The last DLC for Rock Band 4 was released in January 2024, after 8 years of weekly content. In October 2025, the game was delisted from the Playstation and Xbox digital stores due to music licenses expiring on the game's 10-year anniversary. The game and DLC remains playable for those who own it, but is no longer available for purchase.

== Gameplay ==

The gameplay of Rock Band 4 follows that from previous games in the series: the player or group of players use special instrument-based controllers or microphones, often based on real instruments such as a Fender Stratocaster or a Jaguar, to mimic playing the instruments by following scrolling cues on screen and attempt to play through a song and score points. Players score points for successfully hitting notes, earning a scoring multiplier for hitting a continuous series of notes without mistakes, while failure to hit the right notes can penalize the players' performance and could end the song prematurely. During the song, certain phrases are marked with specially colored notes, which if played correctly, fills the player's Overdrive meter. Once sufficiently filled, the player is able to trigger "Overdrive" through various means depending on instrument, which doubles their scoring multiplier as well as boosting the band's overall performance meter. Players are rated using a five-star system based on their score, and possibly earning a gold star rating if playing on Expert difficulty with a high score.

When Rock Band 4 launched, the game supported three main modes. Quickplay allows the players to select any song to play that is on disc or in the downloadable content library of songs. Players can also engage in "Shows" which are a series of songs broken up into a number of sets. Some songs in these Shows are predetermined, but others are left to be voted on during a short period between songs by the band members; individual members also have the opportunity to select a song from a limited list during periods of the current song when their musical part is inactive. The available options are based on what songs the collective band members have in their library and the band's chosen theme, and voting options may include specific songs (including one selected mid-song), or broad classifications such as by genre type, release year, or song length. To aid in the cooperative nature of the game, any scoring multipliers and remaining Overdrive are carried over between songs in Gig lists as well as between sets in the Career mode.

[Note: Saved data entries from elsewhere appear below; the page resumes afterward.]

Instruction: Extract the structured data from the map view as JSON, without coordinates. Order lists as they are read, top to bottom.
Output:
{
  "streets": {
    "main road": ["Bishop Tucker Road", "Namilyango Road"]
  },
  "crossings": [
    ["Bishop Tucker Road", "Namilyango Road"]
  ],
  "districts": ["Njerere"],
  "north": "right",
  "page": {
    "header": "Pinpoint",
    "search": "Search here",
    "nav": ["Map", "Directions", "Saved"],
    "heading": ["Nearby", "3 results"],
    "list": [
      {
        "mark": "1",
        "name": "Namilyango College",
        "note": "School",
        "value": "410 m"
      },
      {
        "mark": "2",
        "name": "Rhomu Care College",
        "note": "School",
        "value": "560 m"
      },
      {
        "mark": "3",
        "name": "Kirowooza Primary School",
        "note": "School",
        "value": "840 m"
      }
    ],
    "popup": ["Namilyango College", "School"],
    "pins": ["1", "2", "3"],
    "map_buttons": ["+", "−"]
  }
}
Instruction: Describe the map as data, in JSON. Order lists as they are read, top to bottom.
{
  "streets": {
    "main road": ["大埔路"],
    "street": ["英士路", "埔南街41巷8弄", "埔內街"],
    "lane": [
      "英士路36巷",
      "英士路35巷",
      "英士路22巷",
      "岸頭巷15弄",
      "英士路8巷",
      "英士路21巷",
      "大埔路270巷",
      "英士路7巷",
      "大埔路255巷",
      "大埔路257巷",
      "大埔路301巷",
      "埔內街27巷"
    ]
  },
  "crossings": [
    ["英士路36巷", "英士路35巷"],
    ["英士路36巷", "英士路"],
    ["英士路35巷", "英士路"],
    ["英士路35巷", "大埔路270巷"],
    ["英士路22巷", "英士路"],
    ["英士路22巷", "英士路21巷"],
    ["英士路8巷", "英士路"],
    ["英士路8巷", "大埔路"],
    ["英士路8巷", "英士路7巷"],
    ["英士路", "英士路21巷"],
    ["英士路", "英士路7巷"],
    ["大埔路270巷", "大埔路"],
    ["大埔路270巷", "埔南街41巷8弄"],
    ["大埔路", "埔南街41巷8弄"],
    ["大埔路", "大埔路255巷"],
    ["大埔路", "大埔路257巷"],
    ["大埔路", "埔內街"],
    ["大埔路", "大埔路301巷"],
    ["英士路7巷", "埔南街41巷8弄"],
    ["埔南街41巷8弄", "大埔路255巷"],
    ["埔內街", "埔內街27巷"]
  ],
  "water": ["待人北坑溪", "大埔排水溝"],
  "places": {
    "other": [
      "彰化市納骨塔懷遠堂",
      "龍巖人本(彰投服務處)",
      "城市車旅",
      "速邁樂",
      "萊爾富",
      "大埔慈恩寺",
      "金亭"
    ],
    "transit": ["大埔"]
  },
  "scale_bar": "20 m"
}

The main mode for Rock Band 4 is a Band Tour career mode which IGN described as a role-playing game. Within the narrative of the Band Tour, the players' band starts off as a small town group with a handful of fans. En route to becoming more popular and successful, the players are tasked with the option of what types of gigs they want their band to play, with various risks and rewards that influence: how many fans the group attains per geographic region; what future gigs they will have available; and how much in-game money they earn (which can be spent customizing their band's clothes and instruments). While there are a number of possible sets that the band can select from with more unlocked as the players progresses in the game, the primary means of advancing the band's narrative is through multi-part Tours which consist of 3 to 6 different shows to be played in order. At the start of each of these Tours, the players will have two options that will affect what type of song sets they will see on the tour and the benefits of completing each set and the overall Tour. For example, players are able to have their band take a corporate-sponsored gig, which will earn the band a large amount of in-game money, but may impact their band's reputation and limit future venues, while taking on smaller shows will not produce as much money, but increase the band's renown and open more possible gigs. Subsequent Tours may require the players to earn more stars from other, single Sets that are available, before that tour is available.

Sets during Band Tours may feature pre-determined song lists or song lists decided by the band similar to the main Sets mode, with available songs limited to certain criteria as overall band difficulty or genre type. Players may also be presented with the option to swap out a song for a crowd-requested one, or to also play an encore song in the same manner as with Sets. The band is not only rated on their general performance based on the five star rating, but as well as the players' stage presence impact the rewards from these gigs, which are based on how well the band performs in unison, such as hitting "Overdrive" together, drummers completing drum fills, and vocalists improvising. Taking crowd requests and completing encores also boosts this stage presence. These will increase the rewards in terms of fans and money at the end of a successful set.

With Freestyle solos, the guitar player (rightmost track) can improvise their solo, using guides provided by the game, here showing the transition from a chord-heavy to single-note riffs (pre-release visuals shown).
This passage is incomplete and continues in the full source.